**Dataset entries**

::::

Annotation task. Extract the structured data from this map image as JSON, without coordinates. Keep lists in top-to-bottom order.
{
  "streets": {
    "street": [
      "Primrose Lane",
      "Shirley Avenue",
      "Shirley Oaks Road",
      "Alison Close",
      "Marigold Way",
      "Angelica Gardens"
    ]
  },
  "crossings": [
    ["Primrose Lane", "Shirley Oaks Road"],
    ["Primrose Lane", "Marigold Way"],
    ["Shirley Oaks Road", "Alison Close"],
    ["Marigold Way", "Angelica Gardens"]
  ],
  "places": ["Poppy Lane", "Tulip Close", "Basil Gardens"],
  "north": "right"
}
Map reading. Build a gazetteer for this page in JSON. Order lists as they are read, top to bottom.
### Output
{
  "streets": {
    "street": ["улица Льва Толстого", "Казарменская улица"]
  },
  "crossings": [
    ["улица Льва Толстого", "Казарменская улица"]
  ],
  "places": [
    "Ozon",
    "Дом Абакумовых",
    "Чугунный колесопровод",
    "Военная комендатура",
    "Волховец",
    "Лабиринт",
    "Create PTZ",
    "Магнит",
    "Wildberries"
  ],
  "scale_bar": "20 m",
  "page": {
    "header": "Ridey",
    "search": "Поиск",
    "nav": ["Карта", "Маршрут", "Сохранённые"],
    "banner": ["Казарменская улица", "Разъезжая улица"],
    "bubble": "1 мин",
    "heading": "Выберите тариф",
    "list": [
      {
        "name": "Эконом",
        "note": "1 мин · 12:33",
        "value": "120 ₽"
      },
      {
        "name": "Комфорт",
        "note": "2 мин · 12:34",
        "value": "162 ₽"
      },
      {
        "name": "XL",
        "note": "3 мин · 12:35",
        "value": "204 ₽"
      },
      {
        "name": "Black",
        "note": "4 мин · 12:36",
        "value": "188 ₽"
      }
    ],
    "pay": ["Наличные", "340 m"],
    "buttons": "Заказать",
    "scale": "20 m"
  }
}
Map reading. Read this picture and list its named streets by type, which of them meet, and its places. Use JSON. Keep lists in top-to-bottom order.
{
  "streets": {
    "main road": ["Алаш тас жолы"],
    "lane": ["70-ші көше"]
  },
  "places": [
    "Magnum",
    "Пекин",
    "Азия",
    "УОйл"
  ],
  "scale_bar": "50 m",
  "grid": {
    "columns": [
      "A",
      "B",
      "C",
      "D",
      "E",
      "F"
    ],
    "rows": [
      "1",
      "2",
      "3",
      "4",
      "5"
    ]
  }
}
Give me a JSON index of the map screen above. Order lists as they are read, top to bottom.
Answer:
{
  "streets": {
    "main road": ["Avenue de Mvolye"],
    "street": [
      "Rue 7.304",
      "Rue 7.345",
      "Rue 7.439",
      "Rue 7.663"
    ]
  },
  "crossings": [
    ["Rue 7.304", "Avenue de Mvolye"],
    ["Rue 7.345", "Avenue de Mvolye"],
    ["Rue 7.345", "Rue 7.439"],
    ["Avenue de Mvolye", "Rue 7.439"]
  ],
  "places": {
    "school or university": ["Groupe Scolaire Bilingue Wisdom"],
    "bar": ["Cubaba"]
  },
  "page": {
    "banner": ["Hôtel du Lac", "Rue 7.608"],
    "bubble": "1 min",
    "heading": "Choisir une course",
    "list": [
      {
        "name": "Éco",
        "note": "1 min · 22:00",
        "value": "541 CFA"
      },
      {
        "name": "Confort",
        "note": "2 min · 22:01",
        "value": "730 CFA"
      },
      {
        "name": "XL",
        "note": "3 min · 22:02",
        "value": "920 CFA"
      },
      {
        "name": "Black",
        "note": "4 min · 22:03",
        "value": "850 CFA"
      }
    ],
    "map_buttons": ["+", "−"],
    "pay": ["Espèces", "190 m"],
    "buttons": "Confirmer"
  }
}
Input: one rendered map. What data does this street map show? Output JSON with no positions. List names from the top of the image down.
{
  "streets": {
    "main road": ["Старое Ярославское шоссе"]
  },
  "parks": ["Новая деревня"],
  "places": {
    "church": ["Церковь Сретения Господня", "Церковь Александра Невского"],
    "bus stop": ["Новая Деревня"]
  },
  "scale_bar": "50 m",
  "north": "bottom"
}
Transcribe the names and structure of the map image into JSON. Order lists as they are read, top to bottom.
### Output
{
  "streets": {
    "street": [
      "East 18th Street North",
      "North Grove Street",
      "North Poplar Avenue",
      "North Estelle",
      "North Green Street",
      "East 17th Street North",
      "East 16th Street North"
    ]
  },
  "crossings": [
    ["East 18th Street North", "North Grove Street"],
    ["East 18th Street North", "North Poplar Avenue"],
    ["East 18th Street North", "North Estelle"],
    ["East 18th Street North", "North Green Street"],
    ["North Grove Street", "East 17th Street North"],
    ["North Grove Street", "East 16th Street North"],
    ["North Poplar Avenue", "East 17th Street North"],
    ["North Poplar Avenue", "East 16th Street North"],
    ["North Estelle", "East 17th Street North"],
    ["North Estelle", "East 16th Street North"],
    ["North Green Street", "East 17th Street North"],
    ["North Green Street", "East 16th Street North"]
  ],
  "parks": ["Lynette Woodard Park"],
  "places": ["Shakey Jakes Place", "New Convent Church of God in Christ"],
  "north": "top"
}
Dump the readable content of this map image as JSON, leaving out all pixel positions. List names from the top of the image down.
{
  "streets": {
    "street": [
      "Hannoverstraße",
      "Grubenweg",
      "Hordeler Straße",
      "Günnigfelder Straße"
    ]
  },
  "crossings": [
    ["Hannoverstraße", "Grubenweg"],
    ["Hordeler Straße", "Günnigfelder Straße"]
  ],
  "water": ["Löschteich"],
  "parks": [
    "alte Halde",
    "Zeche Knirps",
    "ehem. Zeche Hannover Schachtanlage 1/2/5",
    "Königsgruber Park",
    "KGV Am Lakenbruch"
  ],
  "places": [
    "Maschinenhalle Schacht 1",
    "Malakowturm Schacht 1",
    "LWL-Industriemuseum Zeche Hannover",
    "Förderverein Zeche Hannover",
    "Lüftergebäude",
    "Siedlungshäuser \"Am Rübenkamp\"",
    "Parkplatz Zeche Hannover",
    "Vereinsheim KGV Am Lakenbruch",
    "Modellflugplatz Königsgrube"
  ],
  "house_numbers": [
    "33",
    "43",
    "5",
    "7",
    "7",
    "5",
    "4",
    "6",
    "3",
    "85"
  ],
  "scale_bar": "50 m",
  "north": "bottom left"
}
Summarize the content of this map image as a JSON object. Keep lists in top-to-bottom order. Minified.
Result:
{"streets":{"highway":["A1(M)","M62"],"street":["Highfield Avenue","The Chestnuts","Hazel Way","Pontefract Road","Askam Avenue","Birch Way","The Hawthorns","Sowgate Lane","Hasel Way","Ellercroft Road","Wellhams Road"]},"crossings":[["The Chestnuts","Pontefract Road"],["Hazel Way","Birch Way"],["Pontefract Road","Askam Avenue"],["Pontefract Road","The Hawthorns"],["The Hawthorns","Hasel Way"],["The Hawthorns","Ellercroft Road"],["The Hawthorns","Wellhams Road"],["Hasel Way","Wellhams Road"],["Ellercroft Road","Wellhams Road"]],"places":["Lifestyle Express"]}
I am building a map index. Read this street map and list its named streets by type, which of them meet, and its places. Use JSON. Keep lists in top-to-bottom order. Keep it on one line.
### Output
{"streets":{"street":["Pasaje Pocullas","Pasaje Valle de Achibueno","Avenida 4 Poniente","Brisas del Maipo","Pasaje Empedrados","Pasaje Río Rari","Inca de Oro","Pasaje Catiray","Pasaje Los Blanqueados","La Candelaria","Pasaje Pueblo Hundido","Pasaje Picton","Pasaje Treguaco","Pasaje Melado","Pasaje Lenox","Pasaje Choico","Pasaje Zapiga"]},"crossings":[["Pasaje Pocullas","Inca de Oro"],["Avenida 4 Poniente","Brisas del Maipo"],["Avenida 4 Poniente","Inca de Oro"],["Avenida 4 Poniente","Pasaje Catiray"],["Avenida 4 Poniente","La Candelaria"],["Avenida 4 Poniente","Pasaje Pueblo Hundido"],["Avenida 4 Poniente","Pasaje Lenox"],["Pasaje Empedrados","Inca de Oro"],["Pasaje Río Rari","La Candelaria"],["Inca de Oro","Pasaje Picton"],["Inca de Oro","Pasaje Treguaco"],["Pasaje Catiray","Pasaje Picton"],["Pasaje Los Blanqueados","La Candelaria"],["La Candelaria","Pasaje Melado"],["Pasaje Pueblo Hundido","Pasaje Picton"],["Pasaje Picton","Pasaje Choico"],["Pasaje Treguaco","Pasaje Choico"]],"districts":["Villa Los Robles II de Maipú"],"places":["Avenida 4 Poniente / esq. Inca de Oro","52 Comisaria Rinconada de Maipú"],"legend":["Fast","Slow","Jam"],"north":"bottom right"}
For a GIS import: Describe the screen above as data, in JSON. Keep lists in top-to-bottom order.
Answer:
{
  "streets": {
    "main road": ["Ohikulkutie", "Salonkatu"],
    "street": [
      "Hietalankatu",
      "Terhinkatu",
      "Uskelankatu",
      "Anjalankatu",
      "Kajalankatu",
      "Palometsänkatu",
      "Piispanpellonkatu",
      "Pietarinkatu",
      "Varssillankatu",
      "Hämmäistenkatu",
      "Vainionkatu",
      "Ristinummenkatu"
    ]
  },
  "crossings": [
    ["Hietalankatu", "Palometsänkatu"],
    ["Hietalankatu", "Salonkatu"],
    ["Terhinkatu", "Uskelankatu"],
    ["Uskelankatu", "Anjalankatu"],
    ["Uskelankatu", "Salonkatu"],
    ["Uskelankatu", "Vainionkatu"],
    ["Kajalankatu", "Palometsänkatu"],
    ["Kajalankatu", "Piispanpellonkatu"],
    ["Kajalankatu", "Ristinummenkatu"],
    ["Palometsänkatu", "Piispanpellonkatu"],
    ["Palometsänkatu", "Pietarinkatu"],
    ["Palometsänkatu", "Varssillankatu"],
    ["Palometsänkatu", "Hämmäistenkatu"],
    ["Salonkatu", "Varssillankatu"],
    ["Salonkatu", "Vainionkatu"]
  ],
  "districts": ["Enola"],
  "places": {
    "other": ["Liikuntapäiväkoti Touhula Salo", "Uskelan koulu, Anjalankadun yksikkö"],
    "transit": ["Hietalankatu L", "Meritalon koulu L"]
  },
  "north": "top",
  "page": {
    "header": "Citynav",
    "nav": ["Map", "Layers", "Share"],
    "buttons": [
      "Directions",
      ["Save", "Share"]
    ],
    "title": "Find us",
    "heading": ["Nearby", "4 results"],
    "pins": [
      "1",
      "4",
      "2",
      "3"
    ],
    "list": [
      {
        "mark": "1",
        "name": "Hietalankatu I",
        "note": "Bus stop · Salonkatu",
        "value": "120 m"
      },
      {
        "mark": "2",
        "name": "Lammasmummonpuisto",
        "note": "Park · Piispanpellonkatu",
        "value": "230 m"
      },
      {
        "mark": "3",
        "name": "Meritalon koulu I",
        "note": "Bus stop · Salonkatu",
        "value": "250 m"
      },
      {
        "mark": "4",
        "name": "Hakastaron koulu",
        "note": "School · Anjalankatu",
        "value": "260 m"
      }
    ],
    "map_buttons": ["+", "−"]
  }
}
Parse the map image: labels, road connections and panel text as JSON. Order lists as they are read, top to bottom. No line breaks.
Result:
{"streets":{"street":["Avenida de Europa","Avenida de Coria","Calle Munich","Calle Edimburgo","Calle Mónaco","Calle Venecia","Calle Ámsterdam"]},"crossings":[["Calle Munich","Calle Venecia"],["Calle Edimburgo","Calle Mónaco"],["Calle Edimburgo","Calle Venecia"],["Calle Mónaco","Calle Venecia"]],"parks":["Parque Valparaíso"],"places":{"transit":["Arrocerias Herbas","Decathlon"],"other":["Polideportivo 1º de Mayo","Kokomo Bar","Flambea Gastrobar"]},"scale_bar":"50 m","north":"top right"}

::::

**What you need to do**
In the listing, find every line containing the word "Günnigfelder" and list it.

**Task output**
      "Günnigfelder Straße"
    ["Hordeler Straße", "Günnigfelder Straße"]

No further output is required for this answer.